The second stage of our research, which is published in the Journal of Business Logistics, focuses on the logistics type that we considered to be most promising: crowd logistics. Although many researchers have investigated crowdfunding and crowdsourcing, the logistics and supply chain management literature is almost devoid of work on crowd logistics. So it was exciting for us to be the first to explore this field.
How does crowd logistics differ from traditional business logistics?
Our definition of crowd logistics highlights three features. The first is the fact that crowd logistics relies on amateurs rather than logistics professionals. The second is that it relies on resources that are spread among the crowd and are underused or even unused. This is extremely different from traditional logistics with its dedicated infrastructure (warehouses, trucks, boats, etc.). The final key feature is that this type of logistics has been enabled by the development of digital technologies, such as mobile apps. Crowd logistics does not rely on traditional corporate information systems, such as enterprise resource planning (ERP) systems or electronic data interchange (EDI).
What do practitioners need to know about the four main types of crowd logistics?
We believe two things need to be noted by practitioners. The first is that crowd logistics firms can provide four major types of logistics services: crowd local delivery, crowd storage, crowd freight shipping, and crowd freight forwarding. The second is that each type of crowd logistics service creates a different type of logistics value.
For example, crowd storage relies on real estate resources, such as cellars and garages, to offer local storage services to city dwellers. Crowd freight forwarding relies on other resources related to individual mobility, such as air or sea travel, to make products that are unavailable in a given country accessible economically or to transport goods. So, each crowd logistics service uses different crowd resources and offers the client a different value proposition.
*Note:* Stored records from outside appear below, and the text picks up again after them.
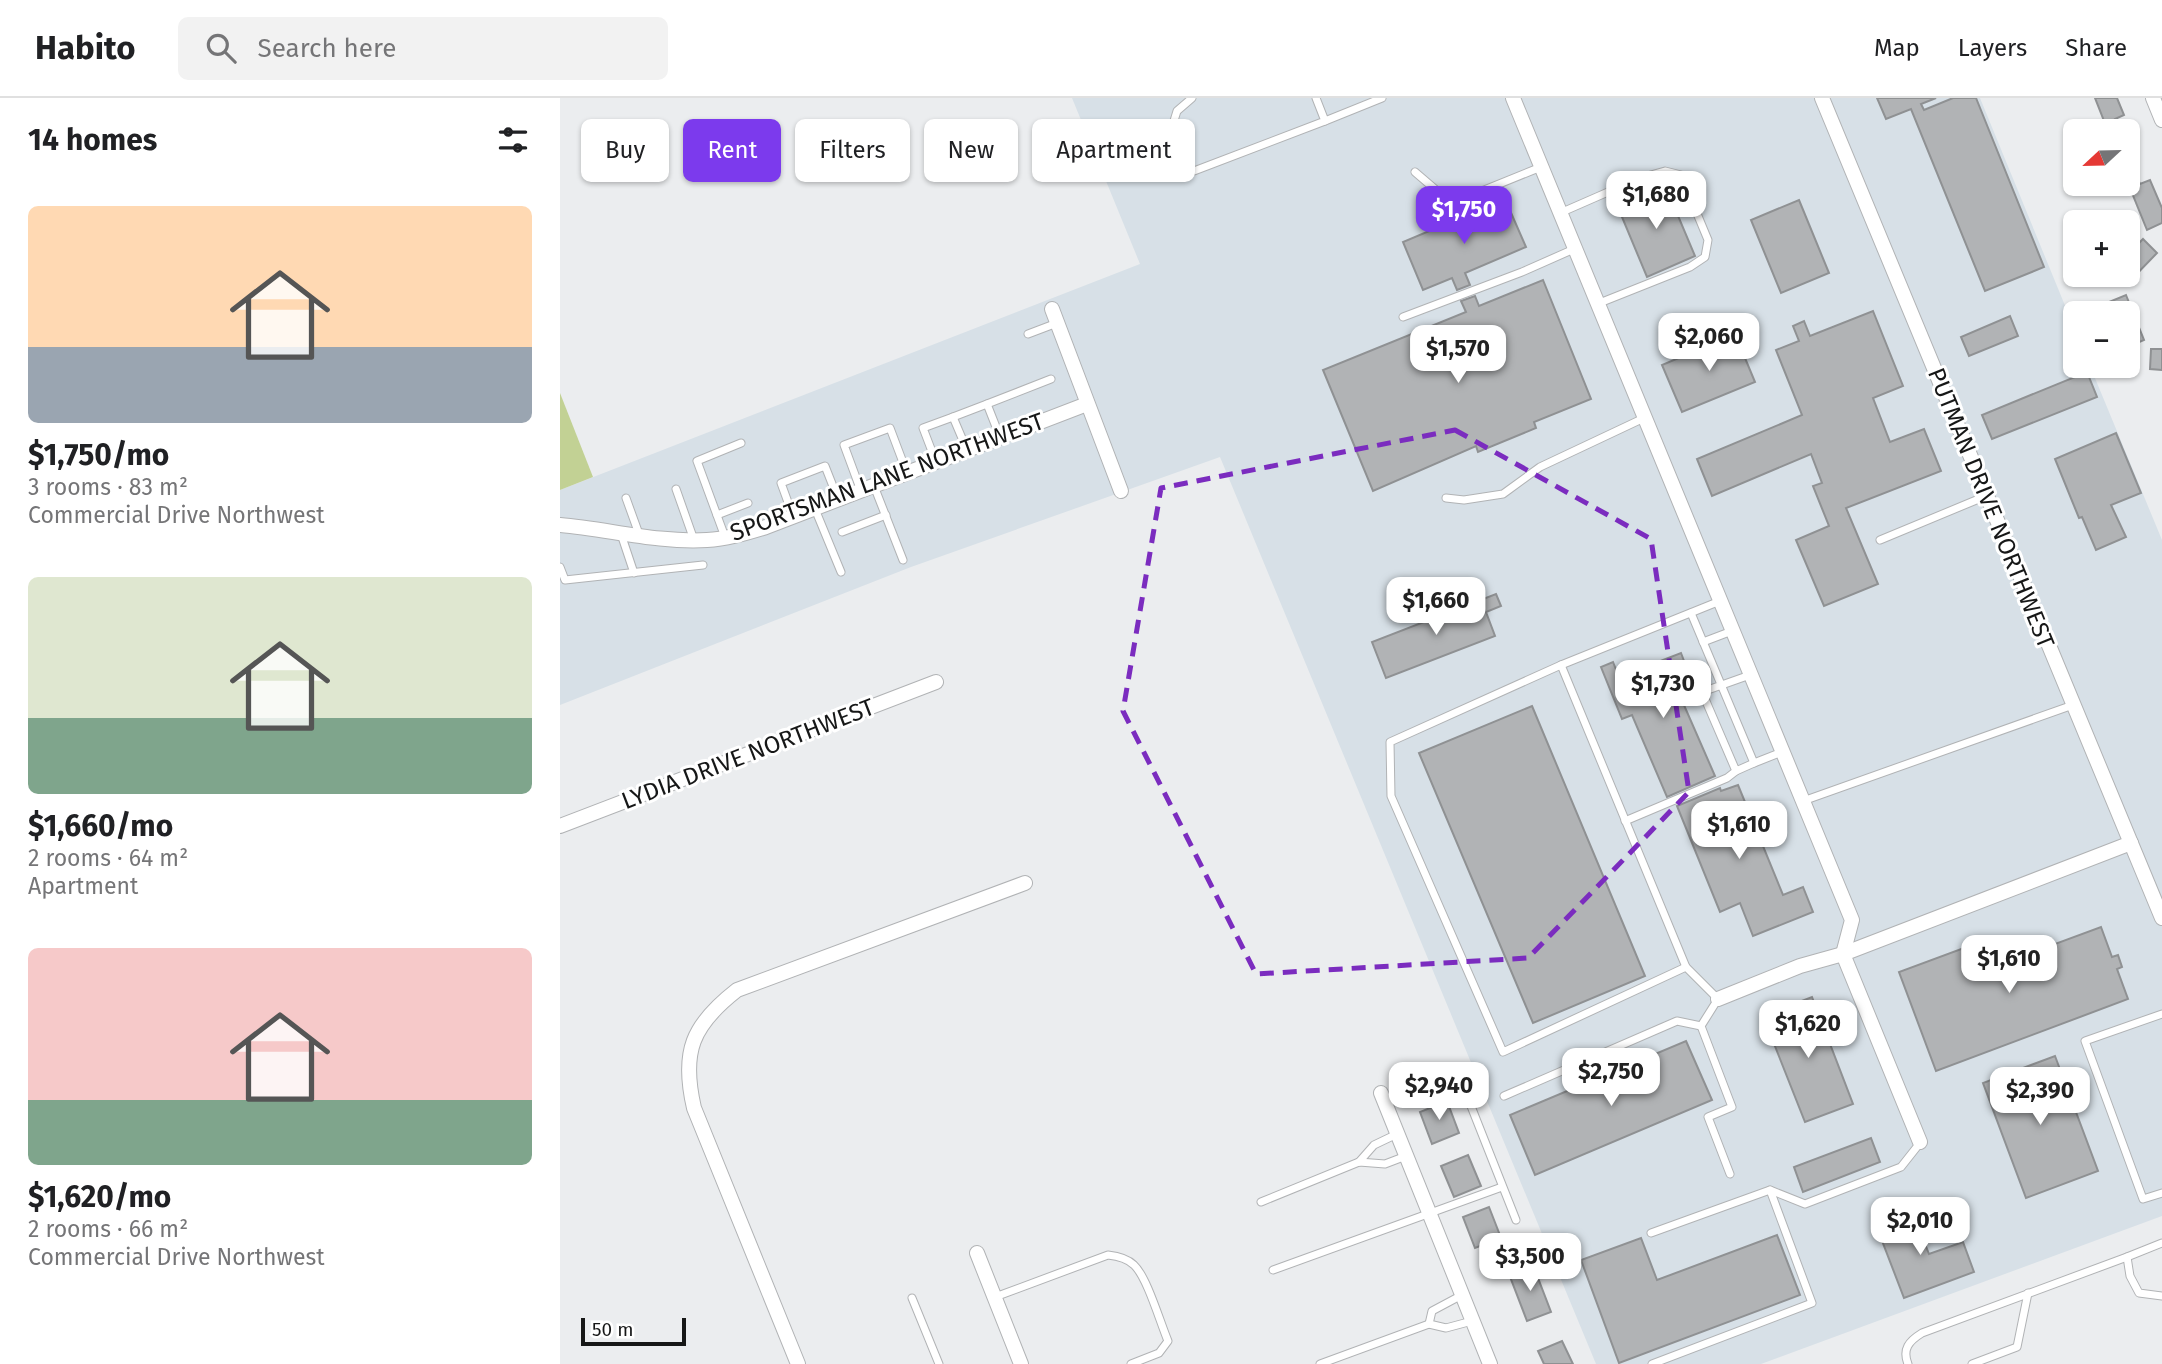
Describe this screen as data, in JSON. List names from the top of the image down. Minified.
{"streets":{"street":["SPORTSMAN LANE NORTHWEST","PUTMAN DRIVE NORTHWEST","LYDIA DRIVE NORTHWEST"]},"scale_bar":"50 m","north":"left","page":{"header":"Habito","search":"Search here","nav":["Map","Layers","Share"],"heading":"14 homes","map_buttons":["+","−"],"chip":["Buy","Rent","Filters","New","Apartment"],"price":["$1,680","$1,750","$2,060","$1,570","$1,660","$1,730","$1,610","$1,610","$1,620","$2,750","$2,940","$2,390","$2,010","$3,500"],"list":[{"name":"$1,750/mo","note":"3 rooms · 83 m² · Commercial Drive Northwest"},{"name":"$1,660/mo","note":"2 rooms · 64 m² · Apartment"},{"name":"$1,620/mo","note":"2 rooms · 66 m² · Commercial Drive Northwest"}],"scale":"50 m"}}
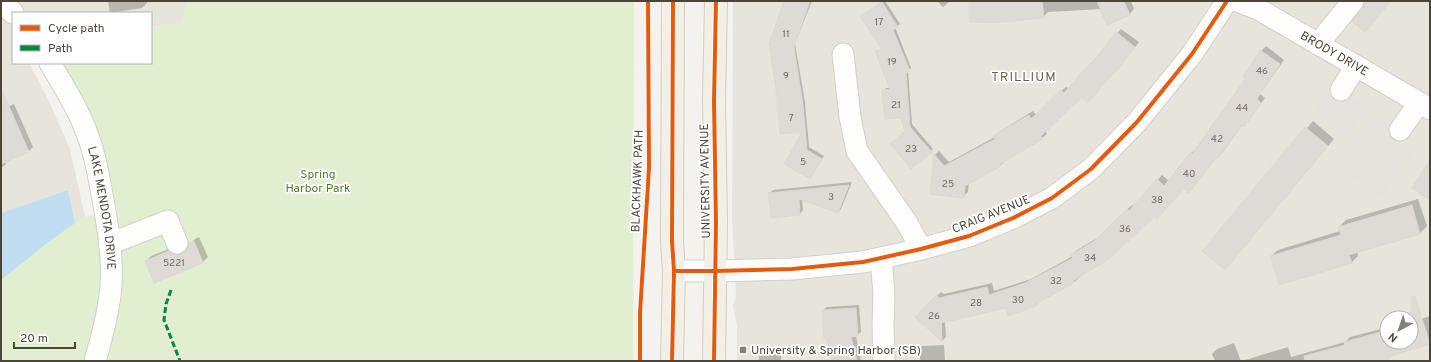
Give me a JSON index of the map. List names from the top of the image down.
{
  "streets": {
    "main road": ["UNIVERSITY AVENUE"],
    "street": ["BRODY DRIVE", "LAKE MENDOTA DRIVE", "CRAIG AVENUE"],
    "cycle path": ["BLACKHAWK PATH"]
  },
  "crossings": [
    ["UNIVERSITY AVENUE", "CRAIG AVENUE"]
  ],
  "districts": ["TRILLIUM"],
  "parks": ["Spring Harbor Park"],
  "places": {
    "transit": ["University & Spring Harbor (SB)"]
  },
  "house_numbers": [
    "17",
    "11",
    "19",
    "46",
    "9",
    "21",
    "44",
    "7",
    "42",
    "23",
    "5",
    "40",
    "25",
    "3",
    "38",
    "36",
    "34",
    "5221",
    "32",
    "30",
    "28",
    "26"
  ],
  "legend": ["Cycle path", "Path"],
  "scale_bar": "20 m",
  "north": "bottom left"
}
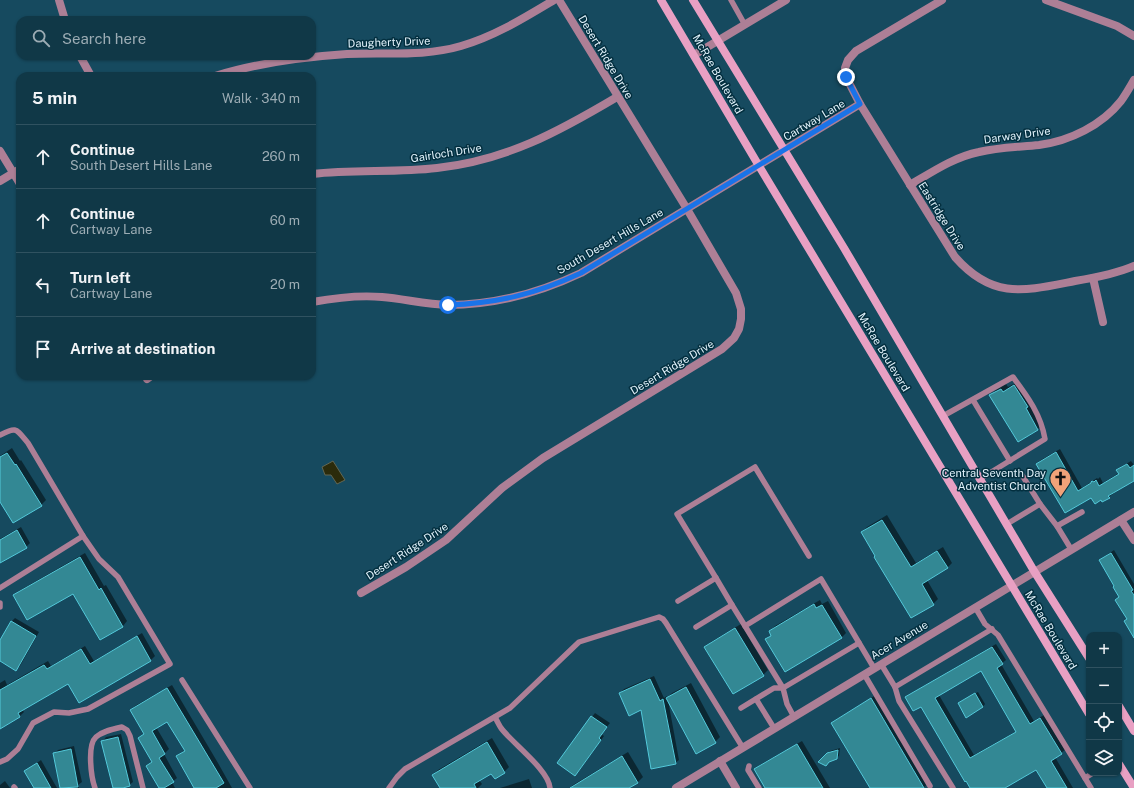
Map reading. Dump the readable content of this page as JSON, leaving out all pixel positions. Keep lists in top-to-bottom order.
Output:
{
  "streets": {
    "main road": ["McRae Boulevard"],
    "street": [
      "Daugherty Drive",
      "Desert Ridge Drive",
      "Cartway Lane",
      "Darway Drive",
      "Gairloch Drive",
      "Eastridge Drive",
      "South Desert Hills Lane",
      "Acer Avenue"
    ]
  },
  "crossings": [
    ["Desert Ridge Drive", "Gairloch Drive"],
    ["Desert Ridge Drive", "South Desert Hills Lane"],
    ["McRae Boulevard", "Cartway Lane"],
    ["McRae Boulevard", "South Desert Hills Lane"],
    ["McRae Boulevard", "Acer Avenue"],
    ["Cartway Lane", "Eastridge Drive"],
    ["Cartway Lane", "South Desert Hills Lane"],
    ["Darway Drive", "Eastridge Drive"]
  ],
  "places": {
    "church": ["Central Seventh Day Adventist Church"]
  },
  "page": {
    "search": "Search here",
    "heading": ["5 min", "Walk · 340 m"],
    "list": [
      ["Continue", "South Desert Hills Lane", "260 m"],
      ["Continue", "Cartway Lane", "60 m"],
      ["Turn left", "Cartway Lane", "20 m"],
      "Arrive at destination"
    ],
    "map_buttons": ["+", "−"]
  }
}
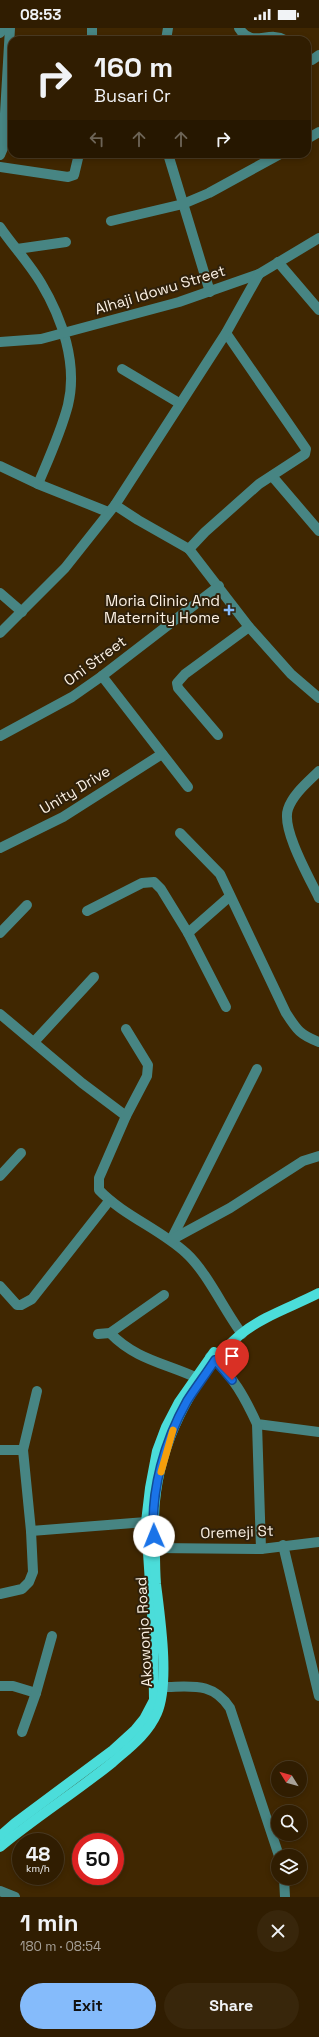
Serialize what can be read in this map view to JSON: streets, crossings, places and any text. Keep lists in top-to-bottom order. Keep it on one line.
{"streets":{"main road":["Akowonjo Road"],"street":["Alhaji Idowu Street","Oni Street","Unity Drive","Oremeji St"]},"crossings":[["Oremeji St","Akowonjo Road"]],"places":{"health":["Moria Clinic And Maternity Home"]},"north":"top left","page":{"status":"08:53","turn":["160 m","Busari Cr"],"speed":"48 km/h","limit":"50","heading":["1 min","180 m · 08:54"],"buttons":["Exit","Share"]}}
Why did you choose to exclude some of the companies, such as Cargomatic and Shyp, that are often identified as "Uber for freight" from your study?
Crowd logistics, as we define it, is based on a crowd of amateurs rather than professionals, even though the boundary is becoming increasingly blurred. The two firms that you mention do not call on individuals. Cargomatic can be likened to a marketplace that uses new technologies to transform contacts with logistics service providers. Shyp uses professionals and offers logistics services to facilitate peer-to-peer transactions that have increased enormously with the sharing economy (for example, the types of transactions that occur on eBay). These two firms do indeed propose a form of logistics "uberization," in the sense that they use digital technologies to rethink logistics practices, but not in the precise field of crowd logistics as we have defined it. But it is interesting that the boundaries between these activities are becoming blurred: Some crowd logistics firms use traditional marketplace models, and some traditional businesses are investing in these startups. And the difference between the amateur individual and the self-employed courier is often tenuous!
In your paper, you and your co-authors predict that crowd local delivery will have the strongest disruptive impact. Why do you believe that to be true?
We believe that crowd local delivery is the most promising segment for two reasons. The first is that there is currently a great demand from city dwellers for cheap, personalized, and rapid delivery services. This is just the type of service that crowd local delivery firms are offering. They are using the crowd to make themselves more competitive than traditional logistics service providers, and they are offering brands, which are increasingly looking to develop multichannel distribution methods, a more flexible, modern, and attractive model.
The second is that the resources on which these services are based are widely available and possessed by a wide range of people; in towns, everyone moves around all the time and can easily take a parcel with them! So there is great potential for innovation and development in the field. Moreover, it is clear that firms such as Deliv, Postmates, and Instacart have already reached a significant size.
What impact could crowd logistics have on logistics service providers and their customers?
Crowd logistics is both a threat and an opportunity for logistics service providers. They are a genuine threat because the crowd can replace traditional logistics providers and reduce their market share. But crowd logistics also provides an opportunity to develop new activities. For that reason, service providers can look to include crowd delivery services in their offerings. They are better able to do so if they are positioned as "4PL providers," since by definition they have the skills to orchestrate logistics resources, which are precisely the skills needed by successful crowd logistics firms. DHL, for example, has tested a service of this type in Sweden, called MyWays.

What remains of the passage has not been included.